The importance of data selection and uncertainty estimation

Data is key to the development of automated driving functions. In this article, Dr. Nico Schmidt, Machine Learning Architect at CARIAD, explains how we use data sets to train machine learning models, determine uncertainty and, ultimately, develop enhanced customer features.

  • Technology
data selection and uncertainty estimation

At CARIAD, we use data sets for training and testing machine learning models, and ensure that they’re as diverse as possible with respect to traffic scenarios, regions and environmental conditions, for example. In this way, we can cover a larger application space and test that our ADAS/AD functions work in the places and situations where we want to deploy them.

We’re particularly interested in discovering and iteratively training data that improves model performance the most. We can then gradually select new data and add it to the training set to refine our model over time. This is accompanied by corner case detection, which even ensure that we have appropriate measures once we get out of our operational domain. Ultimately, we can develop new perception functions or expand existing functions by creating new data sets with scenario-based triggers and retrieval methods.

But first of all, let’s start with the basics.

Where do we find data?

In order to build data sets, we need data. We have three main data selection sources available to us, each with their own advantages and disadvantages.


  1. The data lake gives us access to data from limited scenarios because it’s information that we’ve previously recorded. It contains data from the past, so it isn’t very up to date in our ever-changing world. On the other hand, it does offer us the advantage of heavy compute capabilities and therefore also the ability to analyze the whole data distribution at once.

  2. The testing fleet consists of vehicles that are taken out to a specific region at a specific time in order to collect a specific kind of data. The information is very up to date but still limited in diversity of the scenarios because of the limited number of vehicles. However, we can integrate moderate compute resources to analyze the incoming data stream to select individual samples or snippets. 

  3. The customer fleet is the Holy Grail of the three data selection sources. Not only is it a huge fleet, with millions of Volkswagen Group vehicles, but it also gives us access to the open world. We can access virtually every possible scenario on the road, with instant snapshots of current situations. However, the ECUs in customer vehicles have limited compute capabilities. Like the testing fleet, they only offer us stream-based selection.


To accelerate the data-driven development process for our software platform, we recently launched our first development fleet. This fleet will consist of several hundred Volkswagen Group vehicles fitted with cameras, sensors and high-performance computers and allows us to prepare for series production years in advance.

What data is useful to us?

Most of the time, we drive around in relatively similar situations on the road. We already have a lot of data from these kinds of situations and our machine learning models perform well here. What we see as more informative are rare scenarios and corner cases. These are often safety-critical scenarios where our model and vehicles have the greatest opportunity to learn.

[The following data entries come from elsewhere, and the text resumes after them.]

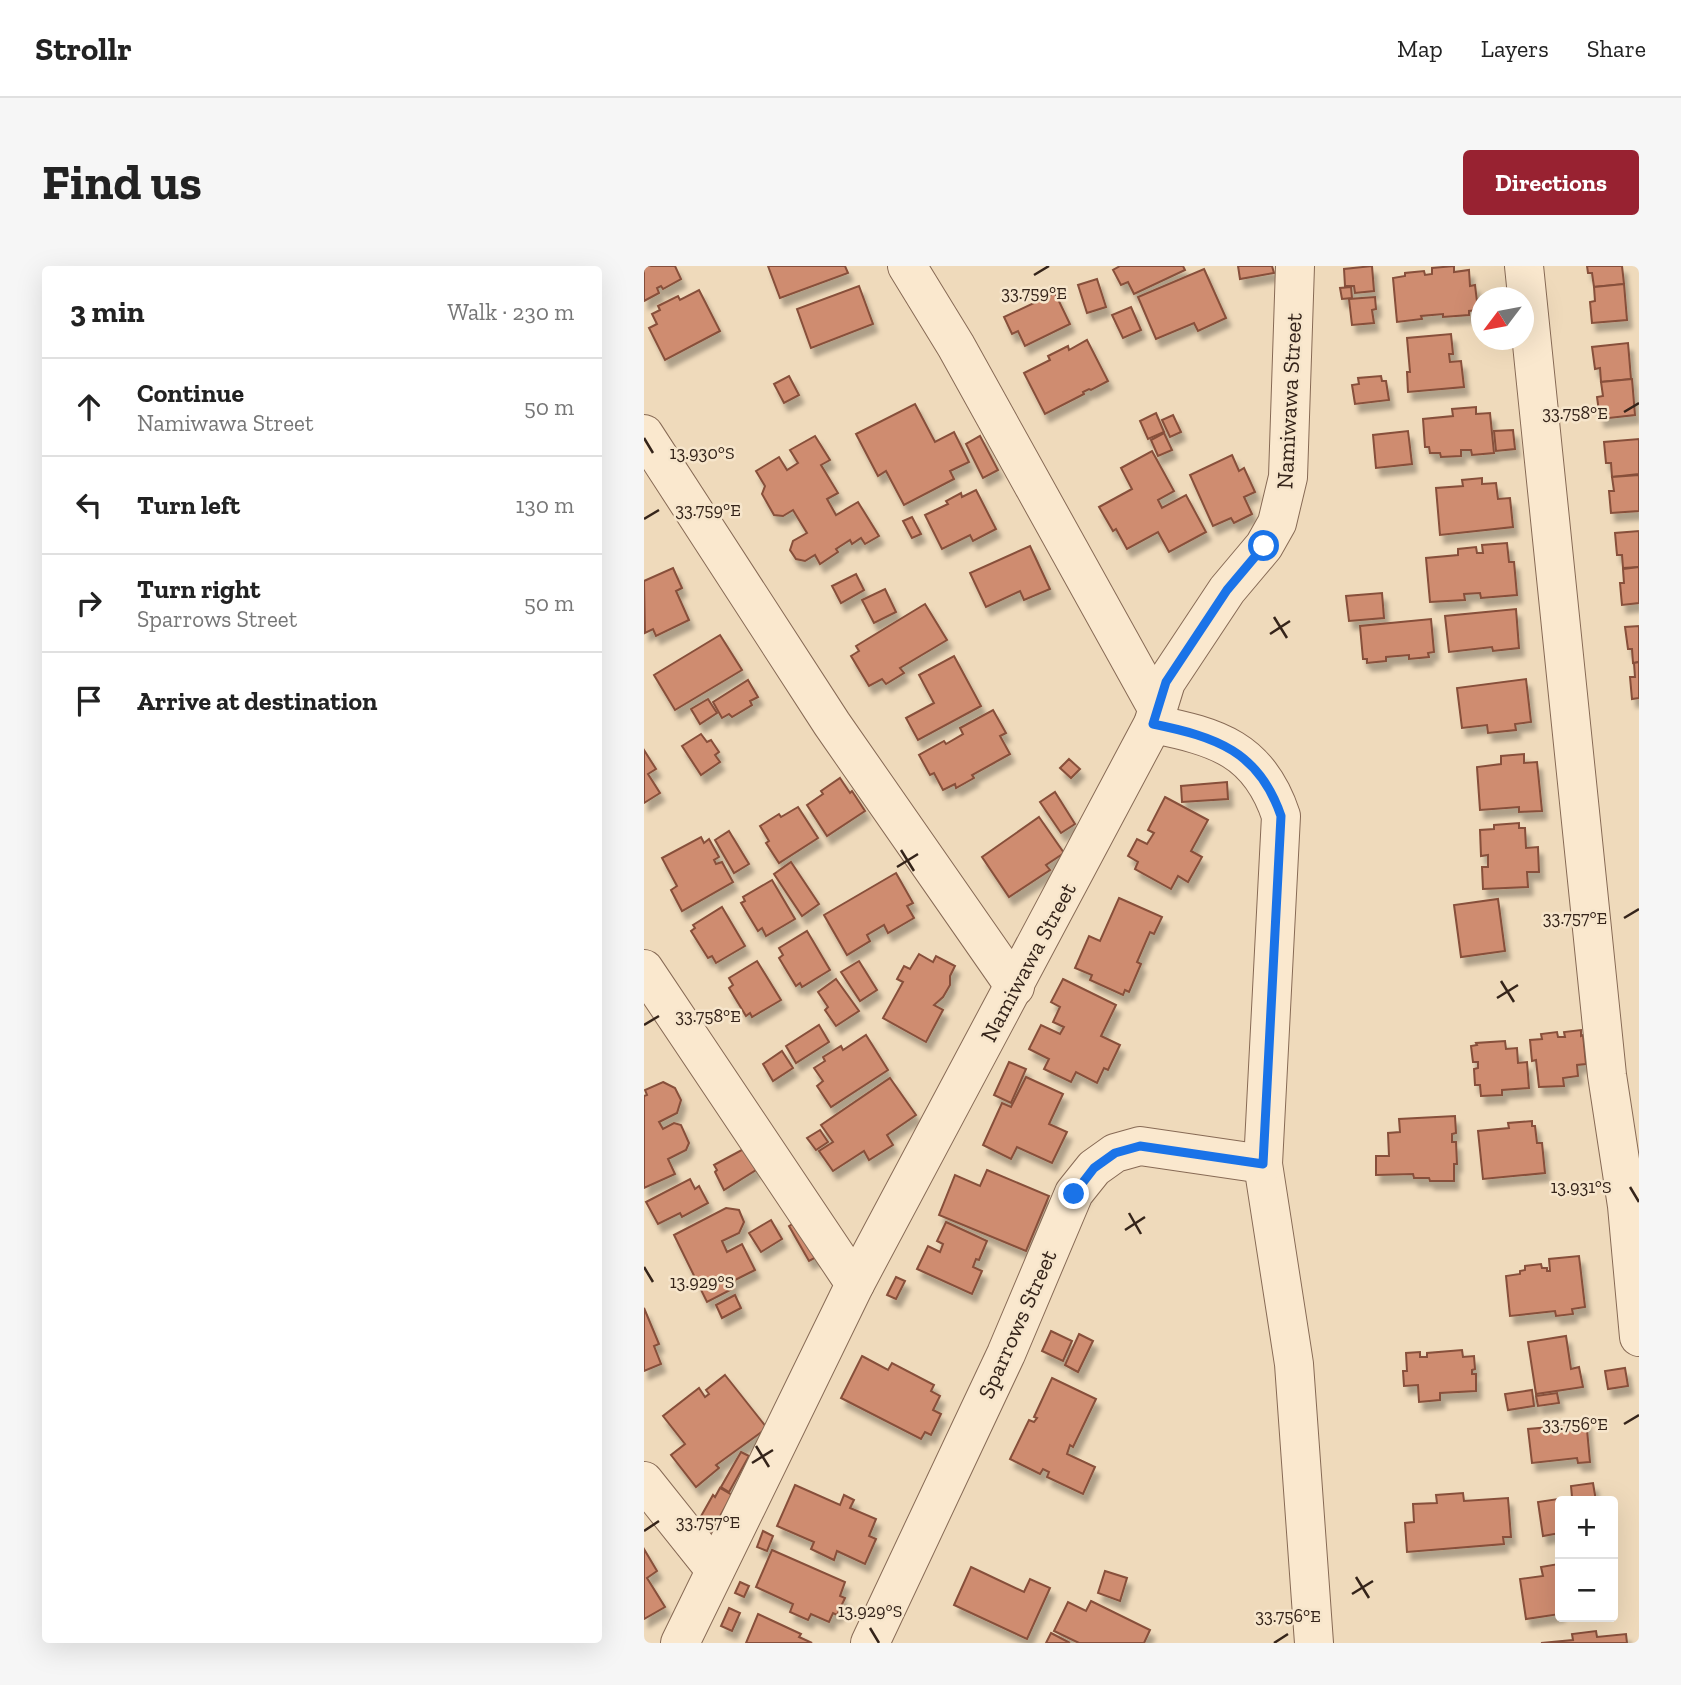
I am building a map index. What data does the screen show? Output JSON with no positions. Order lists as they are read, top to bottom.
{
  "streets": {
    "street": ["Namiwawa Street", "Sparrows Street"]
  },
  "north": "bottom left",
  "page": {
    "header": "Strollr",
    "nav": ["Map", "Layers", "Share"],
    "buttons": "Directions",
    "title": "Find us",
    "heading": ["3 min", "Walk · 230 m"],
    "list": [
      ["Continue", "Namiwawa Street", "50 m"],
      ["Turn left", "130 m"],
      ["Turn right", "Sparrows Street", "50 m"],
      "Arrive at destination"
    ],
    "map_buttons": ["+", "−"]
  },
  "coordinates": [
    "33.759°E",
    "33.758°E",
    "13.930°S",
    "33.757°E",
    "13.931°S",
    "13.929°S",
    "33.756°E"
  ]
}
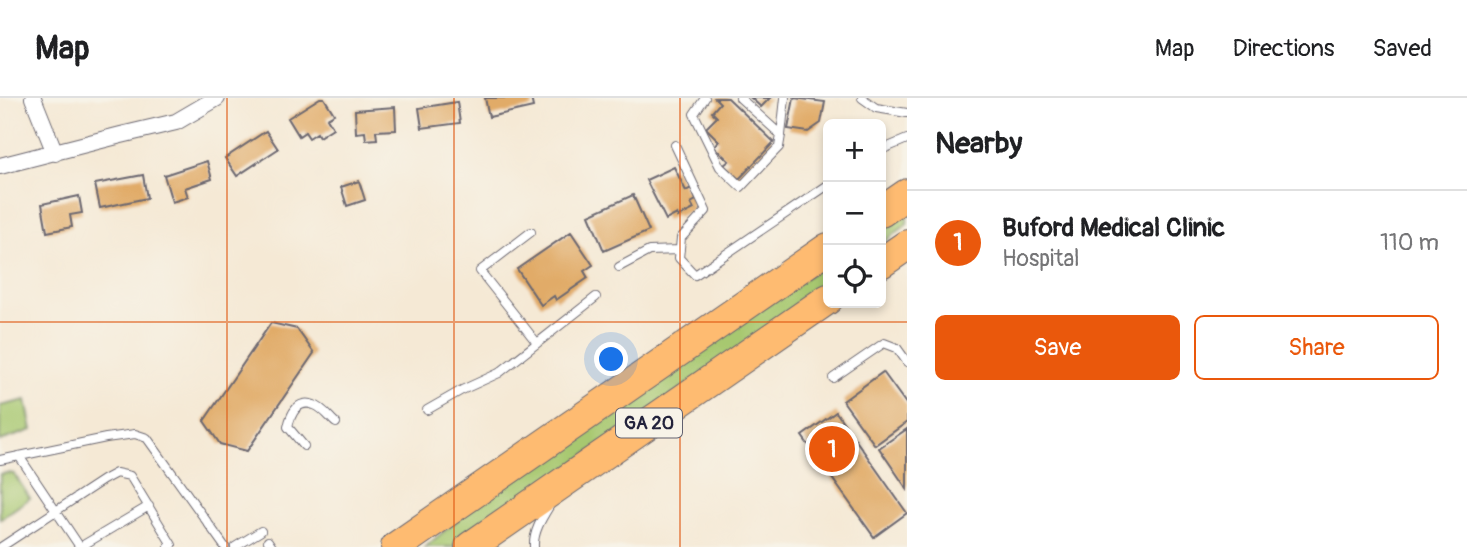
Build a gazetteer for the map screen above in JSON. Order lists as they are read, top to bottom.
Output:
{
  "streets": {
    "highway": ["GA 20"]
  },
  "page": {
    "header": "Map",
    "nav": ["Map", "Directions", "Saved"],
    "heading": "Nearby",
    "map_buttons": ["+", "−"],
    "list": [
      {
        "mark": "1",
        "name": "Buford Medical Clinic",
        "note": "Hospital",
        "value": "110 m"
      }
    ],
    "buttons": ["Save", "Share"],
    "pins": "1"
  }
}
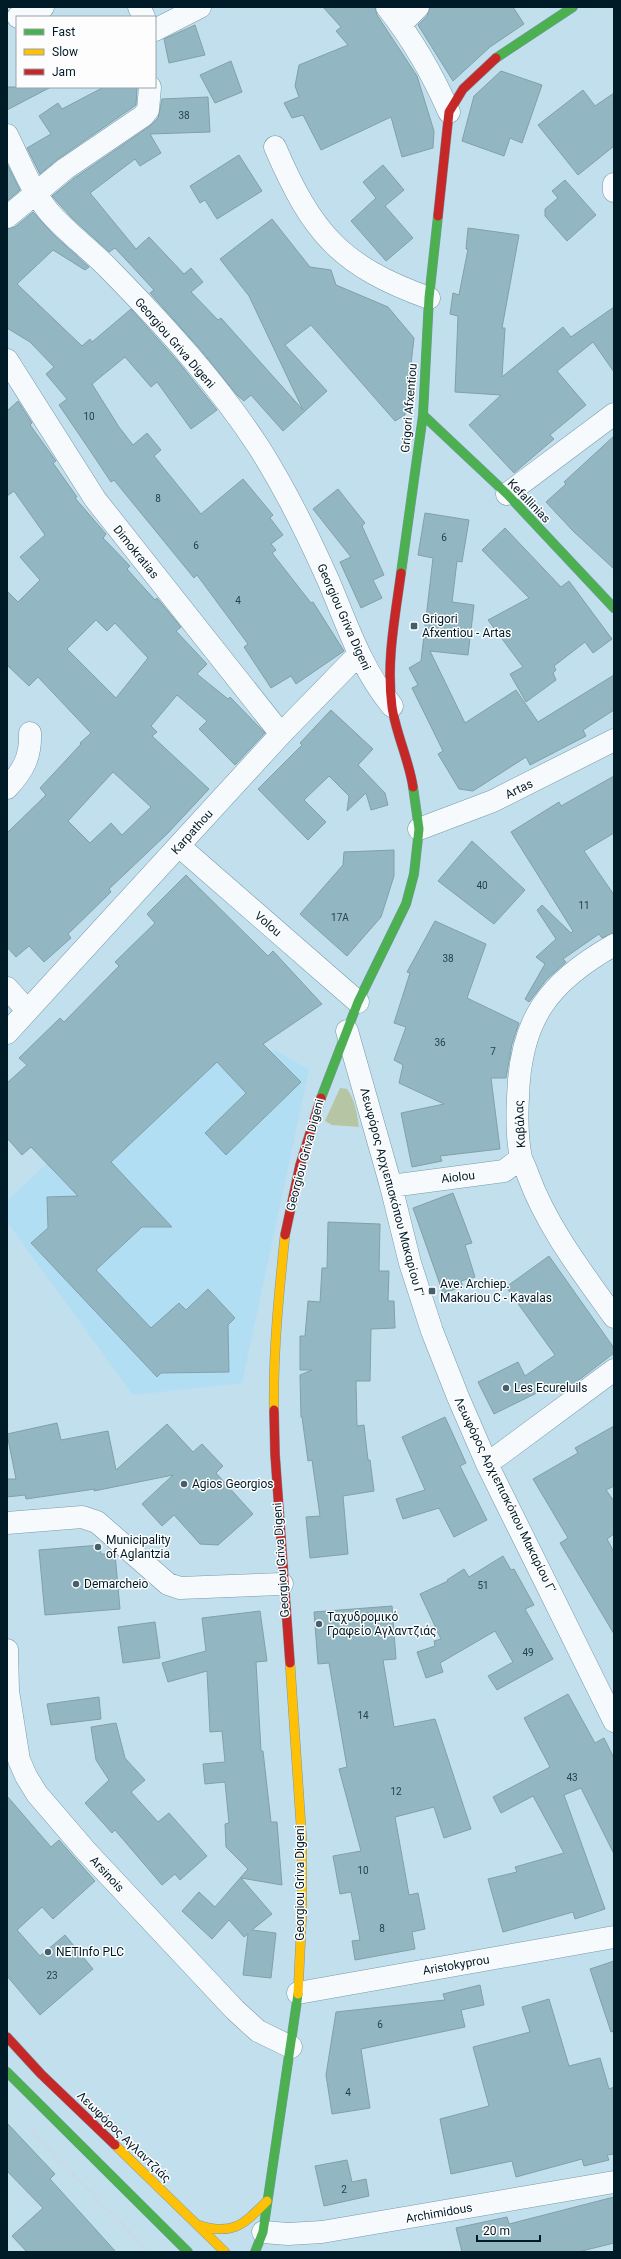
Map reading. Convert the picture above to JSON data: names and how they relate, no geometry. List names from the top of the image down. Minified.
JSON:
{"streets":{"street":["Georgiou Griva Digeni","Grigori Afxentiou","Kefallinias","Dimokratias","Artas","Karpathou","Volou","Καβάλας","Aiolou","Λεωφόρος Αρχιεπισκόπου Μακαρίου Γ'","Arsinois","Aristokyprou","Λεωφόρος Αγλαντζιάς","Archimidous"]},"crossings":[["Georgiou Griva Digeni","Grigori Afxentiou"],["Georgiou Griva Digeni","Artas"],["Georgiou Griva Digeni","Karpathou"],["Georgiou Griva Digeni","Volou"],["Georgiou Griva Digeni","Λεωφόρος Αρχιεπισκόπου Μακαρίου Γ'"],["Georgiou Griva Digeni","Arsinois"],["Georgiou Griva Digeni","Aristokyprou"],["Georgiou Griva Digeni","Archimidous"],["Grigori Afxentiou","Kefallinias"],["Dimokratias","Karpathou"],["Karpathou","Volou"],["Καβάλας","Aiolou"],["Aiolou","Λεωφόρος Αρχιεπισκόπου Μακαρίου Γ'"]],"places":{"transit":["Grigori Afxentiou - Artas","Ave. Archiep. Makariou C - Kavalas"],"other":["Les Ecureluils","Agios Georgios","Municipality of Aglantzia","Demarcheio","Ταχυδρομικό Γραφείο Αγλαντζιάς","NETInfo PLC"]},"house_numbers":["38","10","8","6","6","4","40","11","17A","38","36","7","51","49","14","43","12","10","8","23","6","4","2"],"legend":["Fast","Slow","Jam"],"scale_bar":"20 m"}
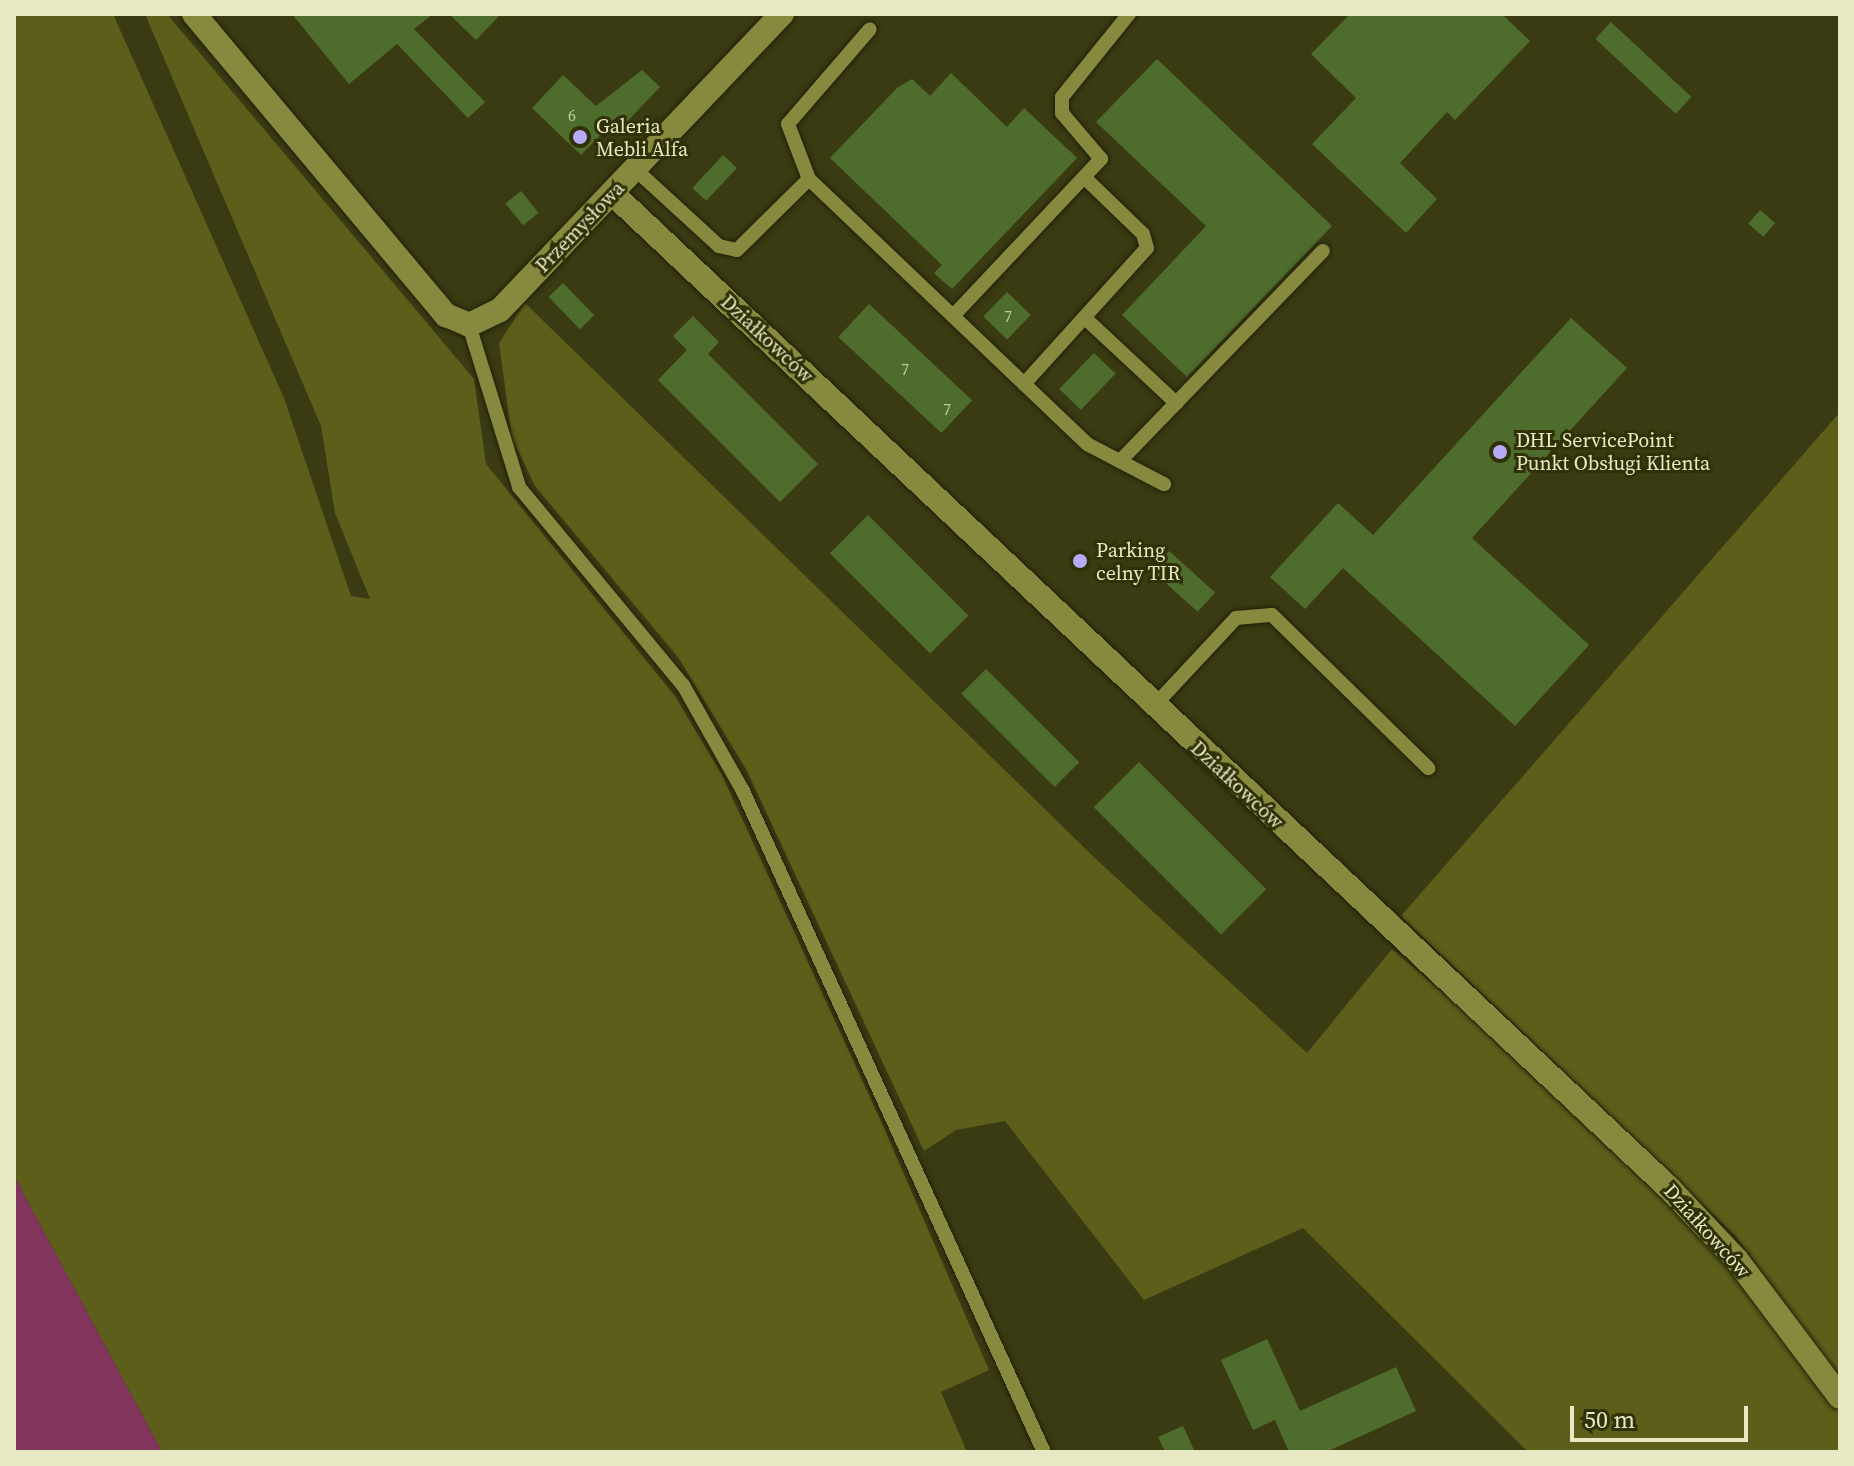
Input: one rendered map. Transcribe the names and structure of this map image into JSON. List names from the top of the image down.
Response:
{
  "streets": {
    "street": ["Przemysłowa", "Działkowców"]
  },
  "crossings": [
    ["Przemysłowa", "Działkowców"]
  ],
  "places": ["Galeria Mebli Alfa", "DHL ServicePoint Punkt Obsługi Klienta", "Parking celny TIR"],
  "house_numbers": [
    "6",
    "7",
    "7",
    "7"
  ],
  "scale_bar": "50 m"
}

Corner cases may involve a weak or noisy sensor signal as a result of difficult weather conditions. Alternatively, there may be a context mismatch, where our model understands the individual objects but, when it sees them together in a strange combination, gets confused. Or it may be a situation where the car encounters an object that’s very rare and underrepresented in our data set.

How do we collect these rare cases and determine uncertainty?

We can estimate the uncertainty of our machine learning models based on their own predictions and by using our INSTINCT software component, which Stefan Sicklinger introduced in his article on the Big Loop. Uncertainty estimation is just one of the many data collection methods integrated into INSTINCT.

To explain this, let’s take the example of traffic light detection. In this scenario, INSTINCT is watching out for traffic lights and computing uncertainty scores. The detection model receives images from the car’s cameras as input and detects traffic lights in them. We then apply our intelligent trigger to calculate an uncertainty score for each individual traffic light. The car might be certain that some objects are traffic lights, but unsure about others.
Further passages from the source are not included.